In this post, I'll walk you through building a web scraper in Ruby on Rails. I'm assuming an intermediate skill level with Rails.
- Goal: I want to make a web scraper in a Rails app that runs indefinitely and can be scaled. Current stack app is running on: ROR/Heroku/Redis/Postgres. Idea: I was thinking of running a Sidekiq Job that runs every n minutes and checks if there are any proxies available to scrape with (these will be stored in a table with status sleeping/scraping).
- Ruby on Rails which is one of the most preferred web frameworks that enables one to write less code and prevent any kind of repetition.
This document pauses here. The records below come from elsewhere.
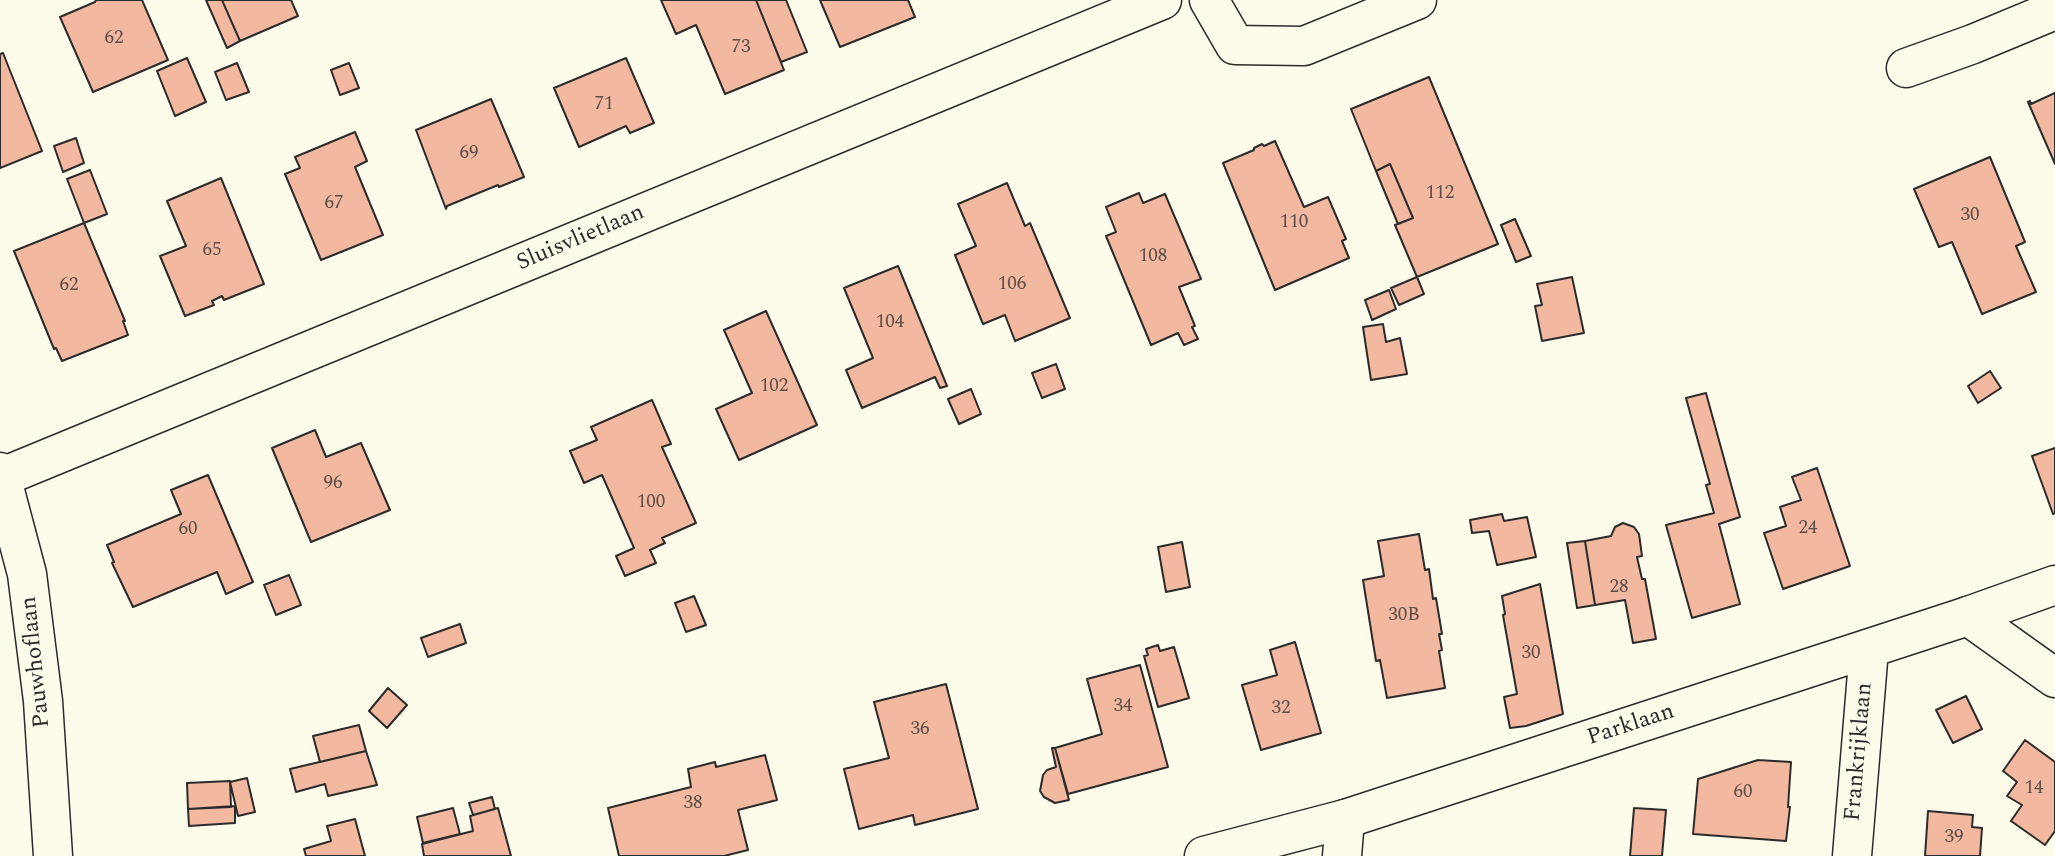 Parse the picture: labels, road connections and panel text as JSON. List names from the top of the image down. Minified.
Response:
{"streets":{"street":["Sluisvlietlaan","Pauwhoflaan","Parklaan","Frankrijklaan"]},"crossings":[["Sluisvlietlaan","Pauwhoflaan"],["Parklaan","Frankrijklaan"]],"house_numbers":["62","73","71","69","112","67","30","110","65","108","106","62","104","102","96","100","24","60","28","30B","30","34","32","36","14","60","38","39"]} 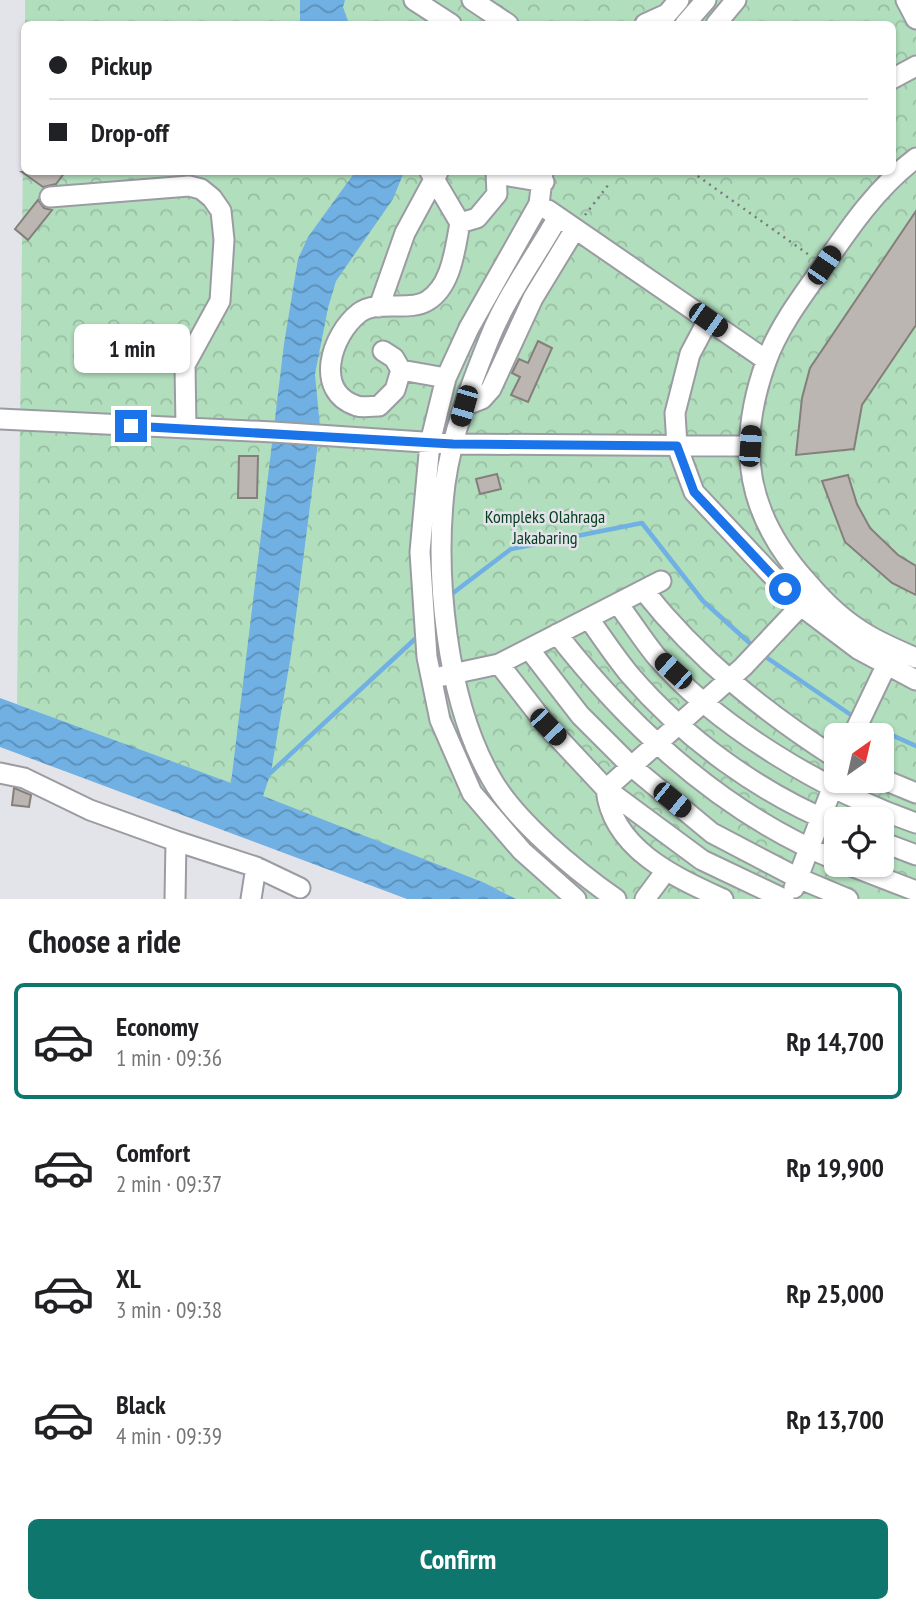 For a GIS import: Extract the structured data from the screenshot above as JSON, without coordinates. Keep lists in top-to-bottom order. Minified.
{"parks":["Kompleks Olahraga Jakabaring"],"north":"top right","page":{"banner":["Pickup","Drop-off"],"bubble":"1 min","heading":"Choose a ride","list":[{"name":"Economy","note":"1 min · 09:36","value":"Rp 14,700"},{"name":"Comfort","note":"2 min · 09:37","value":"Rp 19,900"},{"name":"XL","note":"3 min · 09:38","value":"Rp 25,000"},{"name":"Black","note":"4 min · 09:39","value":"Rp 13,700"}],"buttons":"Confirm"}} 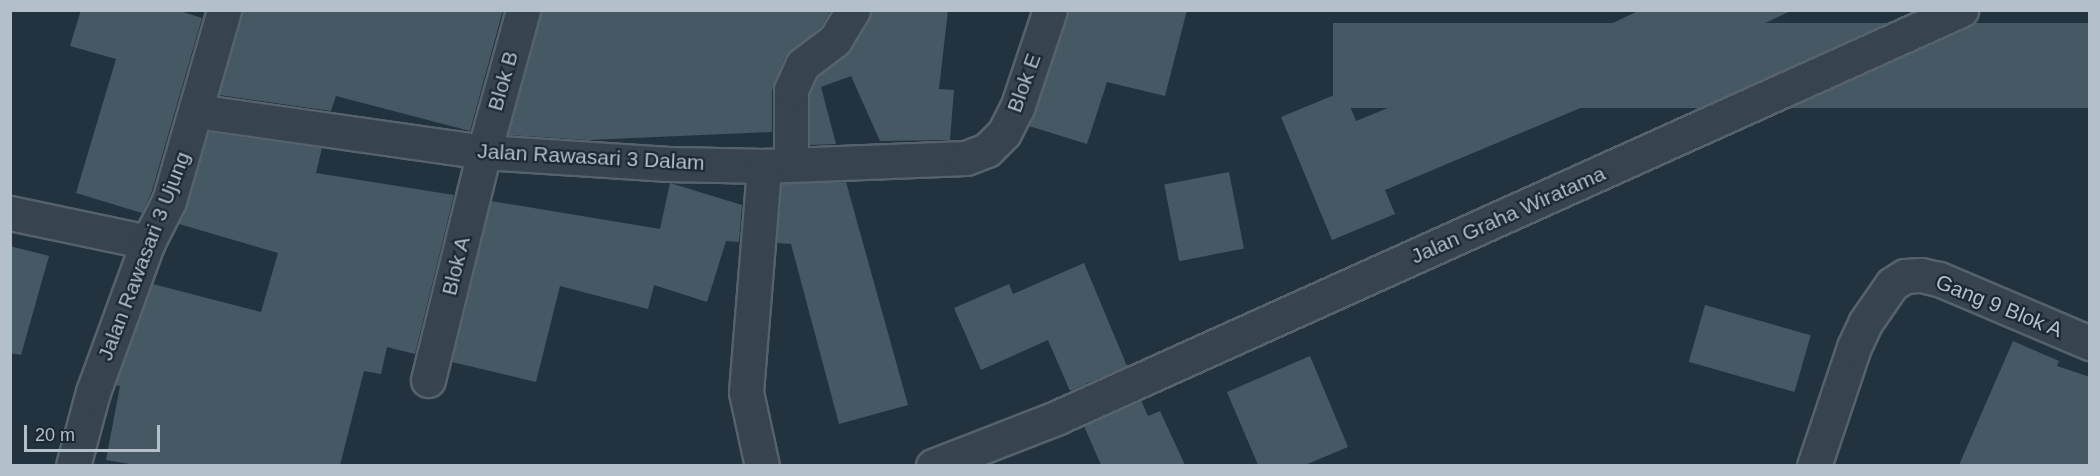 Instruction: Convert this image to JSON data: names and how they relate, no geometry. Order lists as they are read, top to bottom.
{
  "streets": {
    "street": [
      "Blok B",
      "Blok E",
      "Jalan Rawasari 3 Dalam",
      "Jalan Graha Wiratama",
      "Jalan Rawasari 3 Ujung",
      "Blok A",
      "Gang 9 Blok A"
    ]
  },
  "crossings": [
    ["Blok B", "Jalan Rawasari 3 Dalam"],
    ["Blok B", "Blok A"],
    ["Blok E", "Jalan Rawasari 3 Dalam"],
    ["Jalan Rawasari 3 Dalam", "Jalan Rawasari 3 Ujung"],
    ["Jalan Rawasari 3 Dalam", "Blok A"]
  ],
  "scale_bar": "20 m"
} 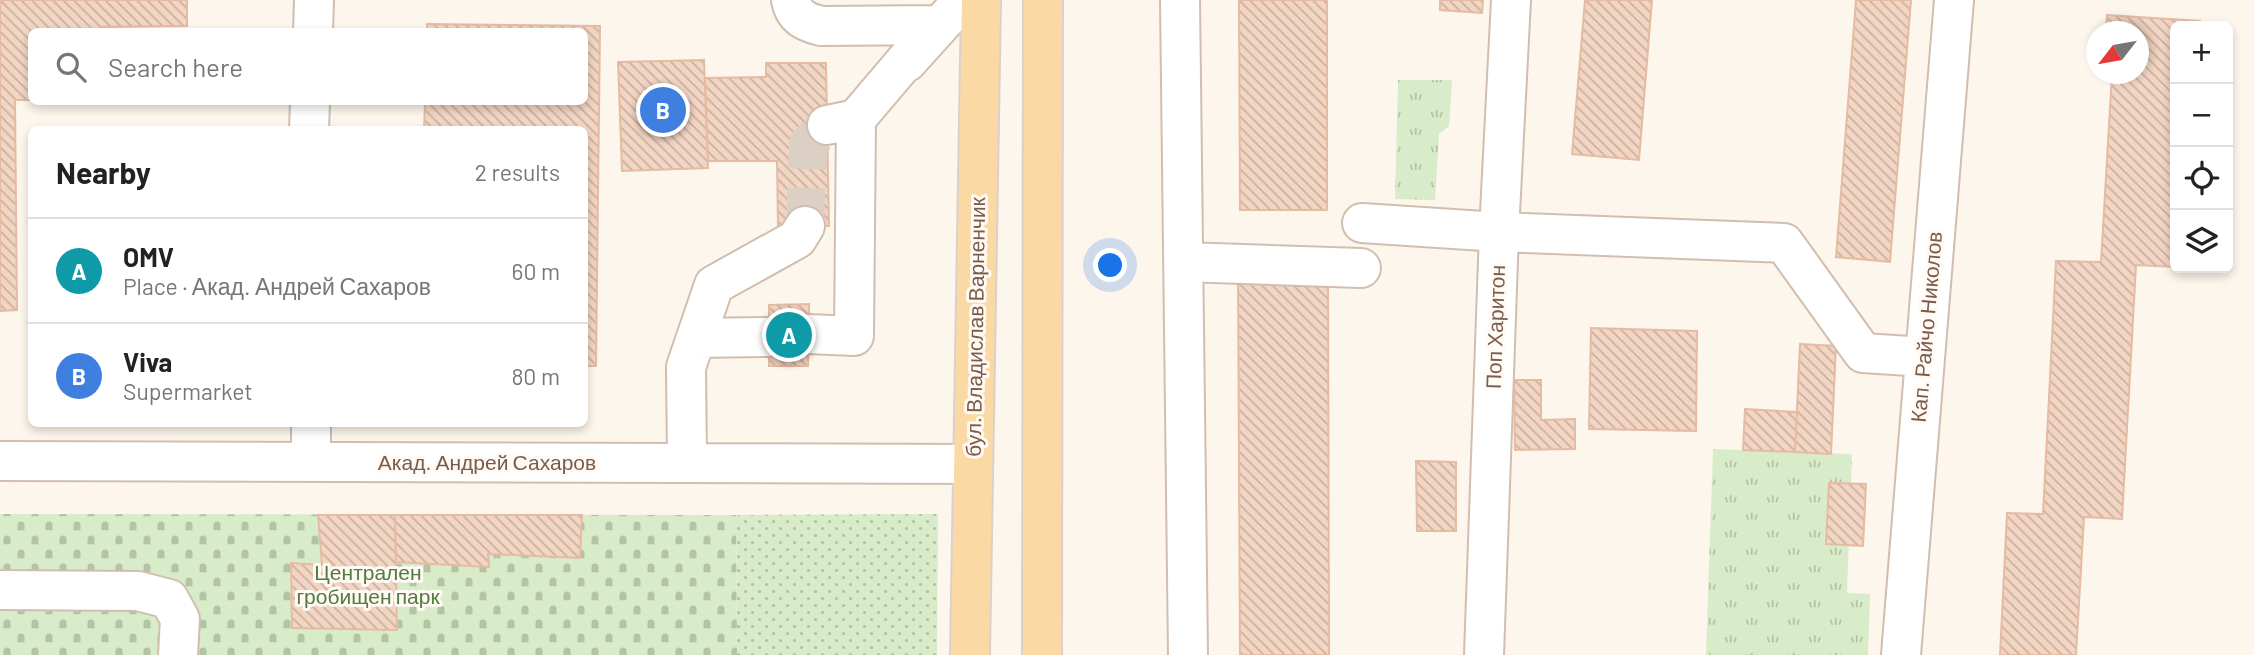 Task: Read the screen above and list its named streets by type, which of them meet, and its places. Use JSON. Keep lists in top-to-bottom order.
{
  "streets": {
    "main road": ["бул. Владислав Варненчик"],
    "street": ["Поп Харитон", "Кап. Райчо Николов", "Акад. Андрей Сахаров"]
  },
  "crossings": [
    ["бул. Владислав Варненчик", "Акад. Андрей Сахаров"]
  ],
  "parks": ["Централен гробищен парк"],
  "north": "bottom left",
  "page": {
    "map_buttons": ["+", "−"],
    "search": "Search here",
    "pins": ["B", "A"],
    "heading": ["Nearby", "2 results"],
    "list": [
      {
        "mark": "A",
        "name": "OMV",
        "note": "Place · Акад. Андрей Сахаров",
        "value": "60 m"
      },
      {
        "mark": "B",
        "name": "Viva",
        "note": "Supermarket",
        "value": "80 m"
      }
    ]
  }
} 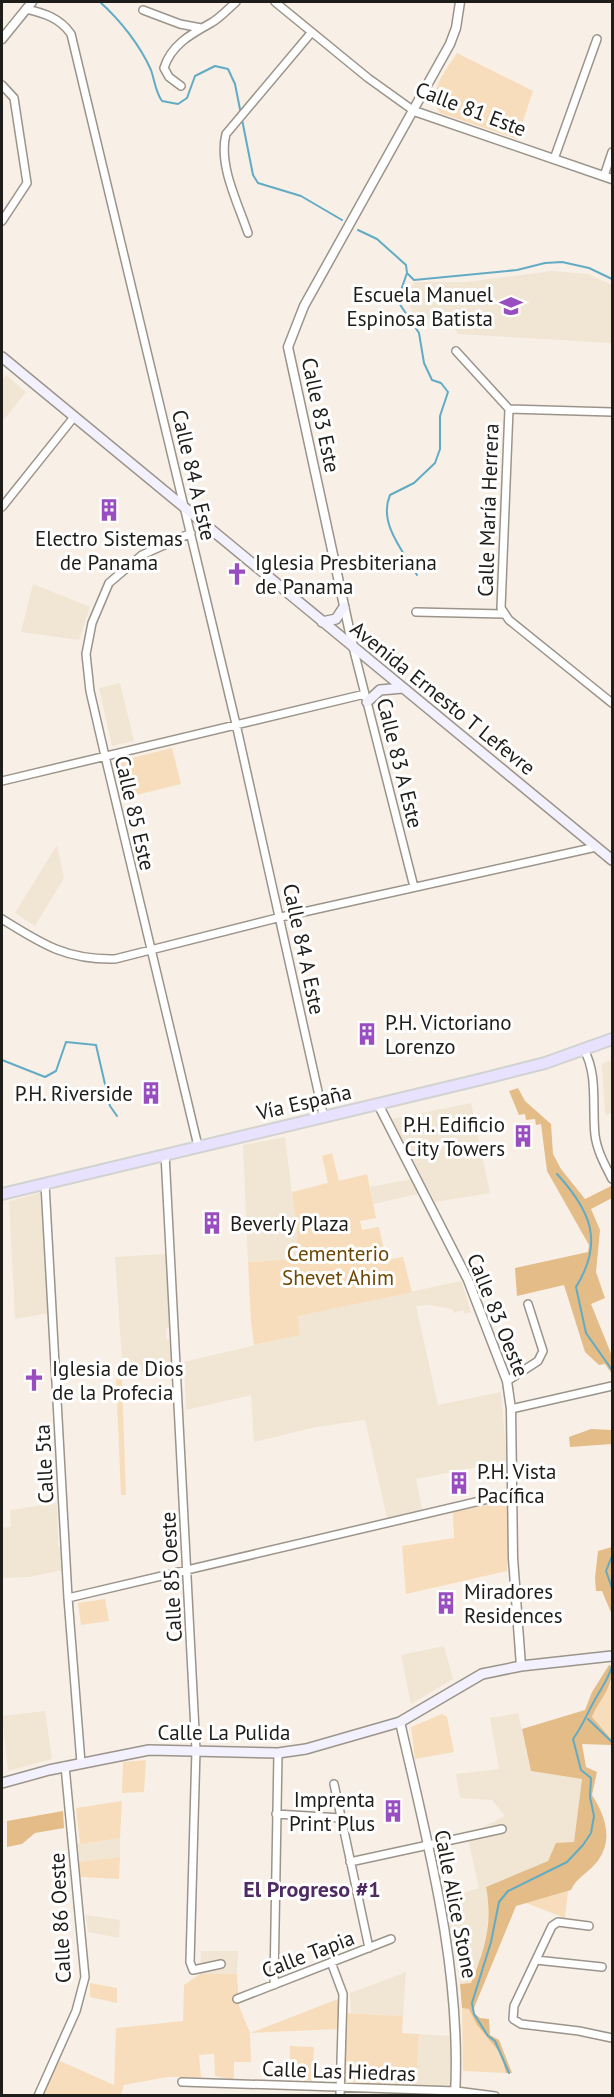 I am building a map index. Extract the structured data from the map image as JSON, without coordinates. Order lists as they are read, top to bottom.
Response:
{
  "streets": {
    "main road": ["Avenida Ernesto T Lefevre", "Vía España", "Calle La Pulida"],
    "street": [
      "Calle 81 Este",
      "Calle 83 Este",
      "Calle 84 A Este",
      "Calle María Herrera",
      "Calle 83 A Este",
      "Calle 85 Este",
      "Calle 83 Oeste",
      "Calle 5ta",
      "Calle 85 Oeste",
      "Calle Alice Stone",
      "Calle 86 Oeste",
      "Calle Tapia",
      "Calle Las Hiedras"
    ]
  },
  "crossings": [
    ["Calle 81 Este", "Calle 83 Este"],
    ["Calle 83 Este", "Avenida Ernesto T Lefevre"],
    ["Calle 83 Este", "Calle 83 A Este"],
    ["Calle 84 A Este", "Avenida Ernesto T Lefevre"],
    ["Calle 84 A Este", "Calle 85 Este"],
    ["Calle 84 A Este", "Vía España"],
    ["Avenida Ernesto T Lefevre", "Calle 83 A Este"],
    ["Calle 85 Este", "Vía España"],
    ["Vía España", "Calle 83 Oeste"],
    ["Vía España", "Calle 5ta"],
    ["Vía España", "Calle 85 Oeste"],
    ["Calle 83 Oeste", "Calle La Pulida"],
    ["Calle 85 Oeste", "Calle La Pulida"],
    ["Calle La Pulida", "Calle Alice Stone"],
    ["Calle La Pulida", "Calle 86 Oeste"],
    ["Calle Alice Stone", "Calle Las Hiedras"]
  ],
  "districts": ["El Progreso #1"],
  "parks": ["Cementerio Shevet Ahim"],
  "places": {
    "school or university": ["Escuela Manuel Espinosa Batista"],
    "building": [
      "Electro Sistemas de Panama",
      "P.H. Victoriano Lorenzo",
      "P.H. Riverside",
      "P.H. Edificio City Towers",
      "Beverly Plaza",
      "P.H. Vista Pacífica",
      "Miradores Residences",
      "Imprenta Print Plus"
    ],
    "church": ["Iglesia Presbiteriana de Panama", "Iglesia de Dios de la Profecia"]
  }
}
Features NokoGiri, HTTParty and Pry can enable you to set up your web scraper without any hassle.
- I'm looking to do some web scraping for my backend rails JSON API. After over 4 hours of research, I believe I'm in the clear legally, and am not restricted by the sites robots.txt. I know very little about web scraping. I know HTML, but that's about it. My experience with rails is limited to creating a backend API to serve a mobile client only.
you can a completed version of this project here
This application can be used to scrape job postings.
👉 NEW Patreon: 👉 Subscribe For More Ruby Videos: https://www.youtube.com/channel/UCkoEStUK7wxmZef2DcPuCAQ?subconfirmation=1👉. A Web Scraper is a program that has the process of retrieving data from a website (this process is called “scraping”). So If you’ve ever copy and pasted information from a website, you’ve performed the same function as any web scraper, but manually.
Requirements
- ruby-2.1.1
- rails 4.1.1
- local instance of postgresql
Create new rails project
rails new jobscraper -d postgresql
Install gems
bundle install
Create Database
postgres -D /usr/local/pgsql/data
Rails Web Scraper Free
rake db:create
Create 'Job' Resource
rails g scaffold job title:string location:string link:text haveapplied:boolean company:string interested:boolean referred:string
Use scaffold generator to get .json API for free
rake db:migrate
Add Active Admin
add these lines to your Gemfile
rubygem 'devise'gem 'activeadmin', github: 'gregbell/active_admin'
and run
bundle install
Install ActiveAdmin
rails g active_admin:install
Register Jobs with ActiveAdmin
rails generate active_admin:resource job
Customize ActiveAdmin Jobs View
Add Rake Task
Rails Web Scraper Tutorial
rails generate task jobs fetch prune clean
Rails Web Scraper
If you run rake -T
you can see these tasks are registered with rake.rake jobs:clean # Delete all jobsrake jobs:fetch # Fill database with Job listingsrake jobs:prune # Delete Jobs that are older than 7 days
Open Source Web Scraper
Write custom nokogiri scripts to populate ActiveRecord attributes.